O medieval só conhecia um modo para modificar a ordem   das coisas naturais: o milagre  . A arte ajudava a natureza a aperfeiçoar o próprio curso, mas não podia nem modificar nem desviar   suas finalidades. Diferente é o objetivo da magia   astral do Renascimento, e disso temos um exemplo - com claras implicações estéticas - nas práticas talismânicas de Marsilio Ficino  .

Yates   (1964) supõe que tais práticas tenham sido sugeridas a Ficino por um texto mágico árabe do século XII, que circulou na Idade Média em uma versão latina: Picatrix. Segundo Couliano   (1984), uma outra fonte medieval de Ficino seria o De radiis, do árabe Al Kindi (século IX): não só cada estrela  , mas todo elemento   emana raios   que se modificam graças às diferentes relações entre estrelas ou outros elementos e objetos influenciados. Estamos diante de uma ininterrupta ligação de influências (vistas aqui como influências luminosas, de tipo físico, mas que no platonismo   renascentista se tornarão ligação de amor) que unifica o universo  , de alto a baixo e vice-versa. Quando o homem   concebe com a imaginação   uma coisa material, tal coisa adquire uma existência real, segundo a espécie, no espírito imaginário. Tal espírito emite, assim, raios que movem as coisas exteriores exatamente como a coisa da qual ele é imagem. Desse modo, portanto, a imagem concebida no espírito harmoniza-se em espécie com a coisa produzida em ato, com o modelo da imagem (De radiis, V.).

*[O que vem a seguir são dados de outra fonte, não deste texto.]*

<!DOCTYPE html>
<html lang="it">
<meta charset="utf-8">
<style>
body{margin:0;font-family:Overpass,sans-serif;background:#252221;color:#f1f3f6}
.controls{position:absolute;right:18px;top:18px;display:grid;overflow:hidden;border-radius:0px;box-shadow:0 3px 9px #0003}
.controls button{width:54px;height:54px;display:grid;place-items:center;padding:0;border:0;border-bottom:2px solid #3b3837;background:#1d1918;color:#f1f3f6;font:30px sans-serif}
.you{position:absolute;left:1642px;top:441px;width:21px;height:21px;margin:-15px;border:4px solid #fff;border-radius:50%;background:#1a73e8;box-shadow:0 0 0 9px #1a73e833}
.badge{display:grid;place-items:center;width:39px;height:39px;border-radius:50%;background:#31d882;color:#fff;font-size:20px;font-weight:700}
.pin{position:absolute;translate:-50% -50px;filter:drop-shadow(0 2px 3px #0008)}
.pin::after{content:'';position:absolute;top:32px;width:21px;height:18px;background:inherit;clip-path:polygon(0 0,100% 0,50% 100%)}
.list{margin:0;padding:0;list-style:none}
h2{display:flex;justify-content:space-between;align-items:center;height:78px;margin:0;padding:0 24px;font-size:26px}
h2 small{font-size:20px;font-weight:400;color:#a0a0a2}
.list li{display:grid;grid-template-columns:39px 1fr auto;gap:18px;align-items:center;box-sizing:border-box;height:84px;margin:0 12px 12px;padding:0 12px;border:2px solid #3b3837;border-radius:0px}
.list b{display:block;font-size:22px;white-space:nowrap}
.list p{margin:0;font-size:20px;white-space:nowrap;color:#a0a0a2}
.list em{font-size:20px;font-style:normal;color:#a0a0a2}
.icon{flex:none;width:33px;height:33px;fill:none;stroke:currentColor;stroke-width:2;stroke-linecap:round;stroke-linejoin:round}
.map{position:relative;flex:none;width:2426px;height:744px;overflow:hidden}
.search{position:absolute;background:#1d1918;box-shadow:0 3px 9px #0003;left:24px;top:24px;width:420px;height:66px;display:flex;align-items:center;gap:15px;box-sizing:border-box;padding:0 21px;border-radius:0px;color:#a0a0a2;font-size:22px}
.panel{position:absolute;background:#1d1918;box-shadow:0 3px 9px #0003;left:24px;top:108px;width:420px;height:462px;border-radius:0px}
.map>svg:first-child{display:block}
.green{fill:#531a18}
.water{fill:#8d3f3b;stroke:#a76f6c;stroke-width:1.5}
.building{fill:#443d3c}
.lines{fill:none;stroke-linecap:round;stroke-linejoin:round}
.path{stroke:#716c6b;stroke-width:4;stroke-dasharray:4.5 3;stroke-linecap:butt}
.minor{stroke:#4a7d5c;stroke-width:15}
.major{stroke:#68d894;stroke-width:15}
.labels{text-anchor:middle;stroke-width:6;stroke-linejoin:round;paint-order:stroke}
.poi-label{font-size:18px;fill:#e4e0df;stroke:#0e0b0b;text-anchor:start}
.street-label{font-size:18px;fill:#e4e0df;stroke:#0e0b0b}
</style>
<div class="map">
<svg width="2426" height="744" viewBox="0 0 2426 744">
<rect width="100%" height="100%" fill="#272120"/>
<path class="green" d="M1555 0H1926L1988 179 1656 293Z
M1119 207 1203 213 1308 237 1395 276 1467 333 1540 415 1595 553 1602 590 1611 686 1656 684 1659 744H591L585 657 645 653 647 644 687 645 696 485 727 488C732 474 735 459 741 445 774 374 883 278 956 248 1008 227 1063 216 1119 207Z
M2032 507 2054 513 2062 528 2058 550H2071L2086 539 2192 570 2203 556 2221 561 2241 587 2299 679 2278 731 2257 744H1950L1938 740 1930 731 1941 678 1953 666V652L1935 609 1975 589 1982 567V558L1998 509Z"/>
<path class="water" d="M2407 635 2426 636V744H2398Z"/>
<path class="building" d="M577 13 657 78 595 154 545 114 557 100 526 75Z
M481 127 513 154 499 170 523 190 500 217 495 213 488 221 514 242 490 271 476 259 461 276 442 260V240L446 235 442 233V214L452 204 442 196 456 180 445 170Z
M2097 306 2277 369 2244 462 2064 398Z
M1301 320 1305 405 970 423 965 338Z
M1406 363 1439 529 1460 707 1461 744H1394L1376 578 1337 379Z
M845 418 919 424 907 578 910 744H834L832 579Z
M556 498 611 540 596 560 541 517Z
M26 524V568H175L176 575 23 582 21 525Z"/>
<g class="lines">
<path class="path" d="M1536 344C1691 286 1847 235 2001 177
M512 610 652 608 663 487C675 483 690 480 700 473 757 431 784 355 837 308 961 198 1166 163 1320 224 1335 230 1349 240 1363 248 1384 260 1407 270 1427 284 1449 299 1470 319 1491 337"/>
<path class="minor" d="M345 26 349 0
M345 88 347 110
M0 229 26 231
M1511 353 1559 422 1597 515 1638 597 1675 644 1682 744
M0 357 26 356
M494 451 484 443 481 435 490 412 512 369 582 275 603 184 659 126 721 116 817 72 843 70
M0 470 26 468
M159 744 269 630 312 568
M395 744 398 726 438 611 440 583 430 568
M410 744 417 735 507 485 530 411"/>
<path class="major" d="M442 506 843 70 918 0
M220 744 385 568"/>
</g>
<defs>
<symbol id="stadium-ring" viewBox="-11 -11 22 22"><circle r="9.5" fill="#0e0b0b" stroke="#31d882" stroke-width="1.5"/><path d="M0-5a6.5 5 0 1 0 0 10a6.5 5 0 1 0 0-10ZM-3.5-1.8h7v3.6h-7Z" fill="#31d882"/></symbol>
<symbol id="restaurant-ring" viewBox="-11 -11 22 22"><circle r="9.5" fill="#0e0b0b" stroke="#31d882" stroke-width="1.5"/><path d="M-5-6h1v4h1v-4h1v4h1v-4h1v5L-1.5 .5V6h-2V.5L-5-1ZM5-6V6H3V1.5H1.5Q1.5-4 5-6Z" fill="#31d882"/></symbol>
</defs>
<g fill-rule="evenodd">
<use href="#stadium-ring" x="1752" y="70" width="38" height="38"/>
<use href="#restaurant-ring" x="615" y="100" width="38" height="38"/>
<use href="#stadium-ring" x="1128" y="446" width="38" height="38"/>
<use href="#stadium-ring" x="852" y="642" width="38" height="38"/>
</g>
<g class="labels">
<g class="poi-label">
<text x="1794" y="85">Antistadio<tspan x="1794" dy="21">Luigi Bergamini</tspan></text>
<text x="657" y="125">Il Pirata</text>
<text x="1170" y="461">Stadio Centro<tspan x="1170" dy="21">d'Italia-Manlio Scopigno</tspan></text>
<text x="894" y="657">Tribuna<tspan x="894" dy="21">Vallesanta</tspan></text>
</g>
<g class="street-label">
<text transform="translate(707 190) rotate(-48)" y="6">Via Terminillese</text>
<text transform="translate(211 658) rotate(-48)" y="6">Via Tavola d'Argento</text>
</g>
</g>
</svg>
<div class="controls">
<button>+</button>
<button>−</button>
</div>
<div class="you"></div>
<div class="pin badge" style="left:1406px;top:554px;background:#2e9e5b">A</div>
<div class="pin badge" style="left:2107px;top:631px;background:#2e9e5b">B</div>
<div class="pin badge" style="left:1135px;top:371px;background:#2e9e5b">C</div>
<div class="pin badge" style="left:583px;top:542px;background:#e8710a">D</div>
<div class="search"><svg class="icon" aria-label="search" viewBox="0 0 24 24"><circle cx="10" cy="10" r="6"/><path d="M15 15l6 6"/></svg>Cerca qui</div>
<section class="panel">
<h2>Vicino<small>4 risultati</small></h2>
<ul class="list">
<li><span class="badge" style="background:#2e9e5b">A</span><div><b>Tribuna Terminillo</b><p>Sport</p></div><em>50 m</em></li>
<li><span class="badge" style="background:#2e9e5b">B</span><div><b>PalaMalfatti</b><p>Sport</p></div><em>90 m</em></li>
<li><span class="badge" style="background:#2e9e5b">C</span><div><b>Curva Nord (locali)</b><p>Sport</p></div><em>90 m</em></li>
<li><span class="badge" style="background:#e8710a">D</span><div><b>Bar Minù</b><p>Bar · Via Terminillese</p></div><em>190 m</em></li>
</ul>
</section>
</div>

Neste âmbito é também retomada a teoria   do spiritus, um princípio que compenetra a matéria de tal modo que as virtudes dos corpos superiores são a forma dos inferiores e a forma dos inferiores é feita de um material conjuminado com as virtudes dos superiores. Uma das fontes da magia astral é seguramente o De somniis, de Sinésio (século V), traduzido por Ficino. A simpatia cósmica acontece porque a alma   contém a marca   ideal dos objetos sensíveis e é conhecível em virtude de   um princípio sintetizador que, como um espelho   de duas faces, reflete ao mesmo tempo os objetos sensíveis e os arquétipos eternos, permitindo sua comparação. Há, assim, uma espécie de território neutro e comum no qual o mundo interno e o mundo externo se encontram e se descobrem iguais.

Ora, os talismãs ficinianos - pelo que se pode inferir   das páginas do De vita   coelitus comparando - são objetos construídos pela arte humana, que agem sobre as entidades superiores em virtude de uma semelhança  . Segundo Picatrix, o Sol   apresentar-se-á como um rei coroado entronizado, com o caráter mágico do sol sob os pés; Vénus será uma mulher de cabelos soltos que cavalga um cervo, tem na mão direita uma maçã, na esquerda flores  , e está vestida de branco. E não são diferentes os critérios fornecidos para estabelecer semelhança e simpatia entre certas pedras, flores e animais   com os vários planetas.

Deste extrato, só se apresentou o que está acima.